We’ve all been down this road before but I think we need to remind ourselves what happened in the past so we're prepared for a potential shift in business models. Let’s take a look at how the environment might shift....
If history repeats itself, the first thing to happen will be tighter primary/secondary loan pricing spreads. Lenders will deploy aggressive pricing to help maintain current production levels. Without thinking about margins and return on capital, some operators will reduce margins in order to maintain volume. Rather than cutting expenses, most will accept a compromise on earnings. The companies that started the ball moving will start dragging more and more players into this strategy. Eventually, we will see margins decrease industry wide.
Another bi-product of higher rates might be a modest comprise on loan quality. You would think after what we all went through over the past three years that no one in the business would originate any less than stellar quality loans. However, in order to keep production rolling in, we might see a few players start approving and closing loans that are a bit outside the lines. Again, after one major player starts this tactic, more players might follow just to keep production rolling in.

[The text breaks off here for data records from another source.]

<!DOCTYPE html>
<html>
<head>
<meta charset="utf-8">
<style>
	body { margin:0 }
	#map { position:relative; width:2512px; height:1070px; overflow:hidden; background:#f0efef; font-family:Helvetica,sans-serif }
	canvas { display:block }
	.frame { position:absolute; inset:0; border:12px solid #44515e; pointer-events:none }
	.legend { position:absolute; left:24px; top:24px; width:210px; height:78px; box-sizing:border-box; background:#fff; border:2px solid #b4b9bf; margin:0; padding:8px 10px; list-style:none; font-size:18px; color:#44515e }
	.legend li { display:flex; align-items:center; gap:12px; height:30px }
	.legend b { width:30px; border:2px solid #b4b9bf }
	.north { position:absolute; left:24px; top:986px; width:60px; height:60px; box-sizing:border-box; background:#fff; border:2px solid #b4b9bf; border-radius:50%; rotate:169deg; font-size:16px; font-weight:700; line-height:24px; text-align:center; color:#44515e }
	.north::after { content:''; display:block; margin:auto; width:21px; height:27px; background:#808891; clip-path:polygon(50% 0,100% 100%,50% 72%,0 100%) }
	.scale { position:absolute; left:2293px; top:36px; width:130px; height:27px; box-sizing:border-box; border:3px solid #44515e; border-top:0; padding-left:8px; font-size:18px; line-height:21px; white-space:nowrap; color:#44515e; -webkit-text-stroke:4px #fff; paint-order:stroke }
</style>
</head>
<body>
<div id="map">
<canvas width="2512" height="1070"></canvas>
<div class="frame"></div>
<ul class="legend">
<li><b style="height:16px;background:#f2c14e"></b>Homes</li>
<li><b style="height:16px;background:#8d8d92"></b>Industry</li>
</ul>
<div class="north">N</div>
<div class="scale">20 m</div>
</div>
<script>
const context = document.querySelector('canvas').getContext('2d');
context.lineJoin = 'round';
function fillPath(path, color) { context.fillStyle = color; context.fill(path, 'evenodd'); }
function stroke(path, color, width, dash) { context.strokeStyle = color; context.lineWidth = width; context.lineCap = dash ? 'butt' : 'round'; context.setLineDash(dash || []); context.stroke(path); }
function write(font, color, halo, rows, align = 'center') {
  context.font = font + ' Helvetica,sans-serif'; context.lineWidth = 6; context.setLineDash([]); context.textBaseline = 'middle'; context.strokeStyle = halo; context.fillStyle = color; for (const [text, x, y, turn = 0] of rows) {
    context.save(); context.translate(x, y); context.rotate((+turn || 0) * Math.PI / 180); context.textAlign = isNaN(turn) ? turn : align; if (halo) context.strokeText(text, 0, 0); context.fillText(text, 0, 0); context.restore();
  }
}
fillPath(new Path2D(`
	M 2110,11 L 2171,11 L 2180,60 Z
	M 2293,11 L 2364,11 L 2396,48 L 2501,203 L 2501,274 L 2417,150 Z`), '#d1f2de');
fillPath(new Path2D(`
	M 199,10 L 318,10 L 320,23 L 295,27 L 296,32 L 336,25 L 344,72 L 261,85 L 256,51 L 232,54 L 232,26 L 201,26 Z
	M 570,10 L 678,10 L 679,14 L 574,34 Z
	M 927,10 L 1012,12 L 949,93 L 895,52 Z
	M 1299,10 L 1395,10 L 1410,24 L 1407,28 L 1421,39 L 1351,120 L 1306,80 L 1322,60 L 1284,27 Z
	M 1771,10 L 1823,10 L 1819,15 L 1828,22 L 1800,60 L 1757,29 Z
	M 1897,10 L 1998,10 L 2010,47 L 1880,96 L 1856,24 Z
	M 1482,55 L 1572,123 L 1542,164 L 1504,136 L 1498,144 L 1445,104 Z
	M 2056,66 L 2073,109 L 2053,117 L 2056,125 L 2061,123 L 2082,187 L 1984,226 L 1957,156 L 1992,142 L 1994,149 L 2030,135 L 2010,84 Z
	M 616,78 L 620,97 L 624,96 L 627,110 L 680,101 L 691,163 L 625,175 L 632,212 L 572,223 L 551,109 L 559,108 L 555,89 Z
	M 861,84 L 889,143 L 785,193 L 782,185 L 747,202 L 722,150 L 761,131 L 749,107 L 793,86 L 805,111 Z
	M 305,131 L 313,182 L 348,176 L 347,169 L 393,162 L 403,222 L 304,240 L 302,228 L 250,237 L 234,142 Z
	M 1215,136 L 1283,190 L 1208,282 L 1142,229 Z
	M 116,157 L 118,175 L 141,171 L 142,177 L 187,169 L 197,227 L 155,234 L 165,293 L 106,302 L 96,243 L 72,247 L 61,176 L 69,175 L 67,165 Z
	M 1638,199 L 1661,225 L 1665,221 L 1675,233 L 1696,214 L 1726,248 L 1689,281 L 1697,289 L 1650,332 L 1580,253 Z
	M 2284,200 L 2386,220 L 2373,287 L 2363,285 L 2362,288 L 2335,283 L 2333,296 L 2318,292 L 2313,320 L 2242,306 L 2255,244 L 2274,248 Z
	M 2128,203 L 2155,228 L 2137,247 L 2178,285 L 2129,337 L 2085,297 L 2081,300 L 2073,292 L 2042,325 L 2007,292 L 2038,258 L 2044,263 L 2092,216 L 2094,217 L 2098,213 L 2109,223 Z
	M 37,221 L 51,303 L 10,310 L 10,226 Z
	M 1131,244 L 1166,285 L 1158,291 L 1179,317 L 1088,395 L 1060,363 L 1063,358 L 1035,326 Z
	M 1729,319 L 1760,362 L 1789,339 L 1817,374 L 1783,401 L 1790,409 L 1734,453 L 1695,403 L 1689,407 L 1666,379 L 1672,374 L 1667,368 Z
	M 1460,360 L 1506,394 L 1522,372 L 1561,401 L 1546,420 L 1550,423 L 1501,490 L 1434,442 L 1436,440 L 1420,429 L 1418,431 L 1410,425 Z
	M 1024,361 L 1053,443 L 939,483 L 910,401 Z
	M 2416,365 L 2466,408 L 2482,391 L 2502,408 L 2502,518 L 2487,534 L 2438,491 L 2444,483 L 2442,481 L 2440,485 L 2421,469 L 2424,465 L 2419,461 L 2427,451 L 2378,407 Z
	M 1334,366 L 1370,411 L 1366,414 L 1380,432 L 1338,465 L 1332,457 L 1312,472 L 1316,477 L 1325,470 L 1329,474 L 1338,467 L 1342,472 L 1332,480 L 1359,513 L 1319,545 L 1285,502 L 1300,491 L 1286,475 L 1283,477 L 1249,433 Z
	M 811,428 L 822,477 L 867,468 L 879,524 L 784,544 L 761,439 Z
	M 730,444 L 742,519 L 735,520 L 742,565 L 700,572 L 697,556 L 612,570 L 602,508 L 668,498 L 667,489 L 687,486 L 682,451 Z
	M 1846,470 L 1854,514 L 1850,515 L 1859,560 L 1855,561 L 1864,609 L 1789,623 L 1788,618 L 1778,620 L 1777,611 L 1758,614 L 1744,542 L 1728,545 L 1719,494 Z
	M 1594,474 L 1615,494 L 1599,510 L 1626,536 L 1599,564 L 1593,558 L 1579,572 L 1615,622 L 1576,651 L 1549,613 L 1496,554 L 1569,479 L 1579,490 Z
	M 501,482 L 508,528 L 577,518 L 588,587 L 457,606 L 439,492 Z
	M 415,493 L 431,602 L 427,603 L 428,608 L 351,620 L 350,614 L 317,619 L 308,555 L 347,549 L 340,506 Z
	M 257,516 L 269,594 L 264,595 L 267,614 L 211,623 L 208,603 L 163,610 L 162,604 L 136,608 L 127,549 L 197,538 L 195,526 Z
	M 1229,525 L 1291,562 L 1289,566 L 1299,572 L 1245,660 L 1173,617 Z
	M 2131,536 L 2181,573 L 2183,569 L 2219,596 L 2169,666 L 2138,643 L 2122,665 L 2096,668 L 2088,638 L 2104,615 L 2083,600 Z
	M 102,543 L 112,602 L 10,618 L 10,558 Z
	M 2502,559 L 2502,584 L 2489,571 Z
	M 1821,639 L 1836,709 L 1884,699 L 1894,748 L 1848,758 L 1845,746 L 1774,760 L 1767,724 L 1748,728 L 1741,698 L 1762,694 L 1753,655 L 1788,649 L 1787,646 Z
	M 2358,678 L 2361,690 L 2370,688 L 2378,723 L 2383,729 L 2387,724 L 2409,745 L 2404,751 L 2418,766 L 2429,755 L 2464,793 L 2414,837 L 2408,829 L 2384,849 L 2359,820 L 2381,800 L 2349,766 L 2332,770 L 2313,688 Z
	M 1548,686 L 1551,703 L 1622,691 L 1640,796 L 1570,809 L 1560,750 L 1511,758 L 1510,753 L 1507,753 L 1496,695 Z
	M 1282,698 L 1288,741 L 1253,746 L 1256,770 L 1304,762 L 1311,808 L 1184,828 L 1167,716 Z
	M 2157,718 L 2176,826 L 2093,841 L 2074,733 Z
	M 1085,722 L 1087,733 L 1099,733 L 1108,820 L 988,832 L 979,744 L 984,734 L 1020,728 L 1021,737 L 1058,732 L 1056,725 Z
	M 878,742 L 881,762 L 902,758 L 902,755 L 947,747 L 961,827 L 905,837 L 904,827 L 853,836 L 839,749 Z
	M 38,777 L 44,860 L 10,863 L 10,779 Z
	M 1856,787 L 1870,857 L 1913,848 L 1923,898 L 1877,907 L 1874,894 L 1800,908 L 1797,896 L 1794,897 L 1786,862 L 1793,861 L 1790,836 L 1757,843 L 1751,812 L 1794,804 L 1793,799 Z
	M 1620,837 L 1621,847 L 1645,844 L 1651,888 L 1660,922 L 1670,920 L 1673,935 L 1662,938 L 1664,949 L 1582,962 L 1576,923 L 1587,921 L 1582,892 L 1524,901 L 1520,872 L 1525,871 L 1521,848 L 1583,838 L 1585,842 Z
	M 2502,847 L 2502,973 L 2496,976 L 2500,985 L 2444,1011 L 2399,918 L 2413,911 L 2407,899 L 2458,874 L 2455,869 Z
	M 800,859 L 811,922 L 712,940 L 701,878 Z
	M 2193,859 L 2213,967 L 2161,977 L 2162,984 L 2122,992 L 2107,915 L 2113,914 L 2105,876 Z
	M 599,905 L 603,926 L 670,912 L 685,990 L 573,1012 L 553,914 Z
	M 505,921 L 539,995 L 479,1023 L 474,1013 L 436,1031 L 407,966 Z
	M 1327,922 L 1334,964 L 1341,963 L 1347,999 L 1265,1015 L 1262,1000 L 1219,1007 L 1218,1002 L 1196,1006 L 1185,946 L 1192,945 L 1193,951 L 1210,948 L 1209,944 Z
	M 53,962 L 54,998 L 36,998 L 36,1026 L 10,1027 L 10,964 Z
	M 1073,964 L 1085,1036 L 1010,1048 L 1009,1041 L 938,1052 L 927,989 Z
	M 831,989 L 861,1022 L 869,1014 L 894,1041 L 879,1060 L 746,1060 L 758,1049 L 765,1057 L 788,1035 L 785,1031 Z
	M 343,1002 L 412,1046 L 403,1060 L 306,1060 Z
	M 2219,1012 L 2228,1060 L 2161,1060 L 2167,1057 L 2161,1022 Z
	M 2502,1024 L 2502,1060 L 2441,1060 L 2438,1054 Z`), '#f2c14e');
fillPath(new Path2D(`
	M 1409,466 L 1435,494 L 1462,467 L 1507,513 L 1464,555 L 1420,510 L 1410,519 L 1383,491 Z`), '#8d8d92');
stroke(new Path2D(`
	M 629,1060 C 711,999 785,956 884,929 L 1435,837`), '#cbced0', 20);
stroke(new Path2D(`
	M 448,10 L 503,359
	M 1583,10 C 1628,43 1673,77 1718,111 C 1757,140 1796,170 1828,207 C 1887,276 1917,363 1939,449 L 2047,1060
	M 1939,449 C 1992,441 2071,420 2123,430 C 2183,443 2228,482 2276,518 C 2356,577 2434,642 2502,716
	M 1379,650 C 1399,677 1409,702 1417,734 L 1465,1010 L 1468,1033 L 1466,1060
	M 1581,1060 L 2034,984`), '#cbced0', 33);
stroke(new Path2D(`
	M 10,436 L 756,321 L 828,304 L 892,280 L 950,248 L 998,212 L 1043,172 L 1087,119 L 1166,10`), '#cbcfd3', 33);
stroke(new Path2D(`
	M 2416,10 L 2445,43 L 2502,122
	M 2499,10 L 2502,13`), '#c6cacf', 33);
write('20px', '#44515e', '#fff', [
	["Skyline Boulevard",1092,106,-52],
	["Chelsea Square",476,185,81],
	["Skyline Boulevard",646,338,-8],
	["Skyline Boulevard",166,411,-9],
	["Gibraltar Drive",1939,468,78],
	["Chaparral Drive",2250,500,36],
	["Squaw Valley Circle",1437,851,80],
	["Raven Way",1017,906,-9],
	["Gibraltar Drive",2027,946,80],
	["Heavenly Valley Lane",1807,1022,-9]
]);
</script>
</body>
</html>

The problem with both of these strategies is that aggressive pricing and underwriting is not going to help. Rates will eventually rise and the overall market will still shrink. We ask the CEOs of every company we review today the same question: What is plan B? What will you do if and when rates rise and volume drops by 50%? What is your breakeven production number?
Today more than ever, managers should be generating granular reports on branches, loan officer and employee performance to determine were the cuts can be made. Marginal branches and loan officers will not survive in a tough market. Review employee productivity to help determine employees you need to keep when production declines. Ditch the deadwood quickly when the market turns.
Our industry is cyclical and we need to be reminded of the need for a "Plan B" quite often. When things are really good, chances are they will turn ugly sooner than you think. Don't get complacent, be prepared and have a plan when rates turn higher.